Optimizing for memory: a tighter TList
One of the memory hogs when you have object trees or graphs can be good old TList and its many variants (TObjectList, TList<T>, etc.).
This is especially an issue when you have thousandths of lists that typically hold very few items, or are empty.
In the DWS expression tree f.i. there are quickly thousandths of such lists, for local symbol tables, parameter lists, etc.
How much does a TList cost in terms of memory?
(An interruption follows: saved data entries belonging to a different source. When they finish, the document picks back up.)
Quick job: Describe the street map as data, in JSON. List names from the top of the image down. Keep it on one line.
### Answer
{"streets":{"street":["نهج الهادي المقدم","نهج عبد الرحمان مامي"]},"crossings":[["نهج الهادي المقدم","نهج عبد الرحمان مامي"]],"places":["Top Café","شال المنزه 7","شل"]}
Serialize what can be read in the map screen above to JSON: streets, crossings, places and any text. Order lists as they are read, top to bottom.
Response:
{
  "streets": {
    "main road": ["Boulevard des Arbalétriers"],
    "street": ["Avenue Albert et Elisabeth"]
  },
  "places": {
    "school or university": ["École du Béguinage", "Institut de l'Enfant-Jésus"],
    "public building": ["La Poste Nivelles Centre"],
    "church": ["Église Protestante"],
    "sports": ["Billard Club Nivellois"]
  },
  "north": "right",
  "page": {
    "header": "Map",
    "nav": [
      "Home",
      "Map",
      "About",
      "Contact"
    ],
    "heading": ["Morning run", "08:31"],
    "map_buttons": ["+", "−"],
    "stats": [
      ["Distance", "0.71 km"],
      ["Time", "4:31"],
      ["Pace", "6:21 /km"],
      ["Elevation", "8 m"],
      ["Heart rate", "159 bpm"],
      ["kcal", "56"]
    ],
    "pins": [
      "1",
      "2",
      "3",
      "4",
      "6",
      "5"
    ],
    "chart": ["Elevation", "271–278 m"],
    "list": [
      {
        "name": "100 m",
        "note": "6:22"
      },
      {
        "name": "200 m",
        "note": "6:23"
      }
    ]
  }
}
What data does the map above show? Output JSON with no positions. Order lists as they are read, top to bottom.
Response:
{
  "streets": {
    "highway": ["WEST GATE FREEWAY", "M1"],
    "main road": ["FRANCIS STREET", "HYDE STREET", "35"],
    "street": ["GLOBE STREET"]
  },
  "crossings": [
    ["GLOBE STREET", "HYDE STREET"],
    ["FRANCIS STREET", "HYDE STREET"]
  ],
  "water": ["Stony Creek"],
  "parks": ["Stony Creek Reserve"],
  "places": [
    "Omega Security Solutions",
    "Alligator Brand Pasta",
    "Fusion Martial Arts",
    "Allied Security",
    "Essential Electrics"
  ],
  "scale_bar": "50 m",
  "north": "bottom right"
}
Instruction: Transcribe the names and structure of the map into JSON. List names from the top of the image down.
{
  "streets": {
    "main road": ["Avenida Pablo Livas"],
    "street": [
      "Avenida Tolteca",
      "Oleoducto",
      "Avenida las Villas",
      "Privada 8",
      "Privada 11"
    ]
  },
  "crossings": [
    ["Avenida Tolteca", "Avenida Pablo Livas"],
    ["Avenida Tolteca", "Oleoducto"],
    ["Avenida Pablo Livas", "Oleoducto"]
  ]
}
A TList holding a single item already costs you:
- 4 bytes for the field in the owner object
- 20 bytes for the TList instance
- 8 hidden bytes: Monitor + VMT pointer
- 12 field bytes: data pointer + Count + Capacity
- 4 bytes for the data
So that’s 28 bytes, with two dynamically allocated blocks which, and those dynamic allocations, depending on your allocation alignment settings, can cost you something like an extra dozen of bytes (even with FastMM).
What about the other TList variants?
- TObjectList has an extra boolean field, which with alignment, costs an extra 4 bytes.
- TList<T> has an instance size of 28 bytes, and a dynamic array storage with 8 hidden extra bytes (4 for length, 4 for the refcount).
Neither of these are better candidates for memory-efficient small lists.
Enter the TTightList
You can find TTightList in DWS’s dwsUtils unit.
For an empty list, the cost is 8 bytes, no dynamic memory, and for a list with a single item, 8 bytes still with no dynamic memory.
For a n-items list, the cost is 8 bytes plus one n*4 bytes dynamic block.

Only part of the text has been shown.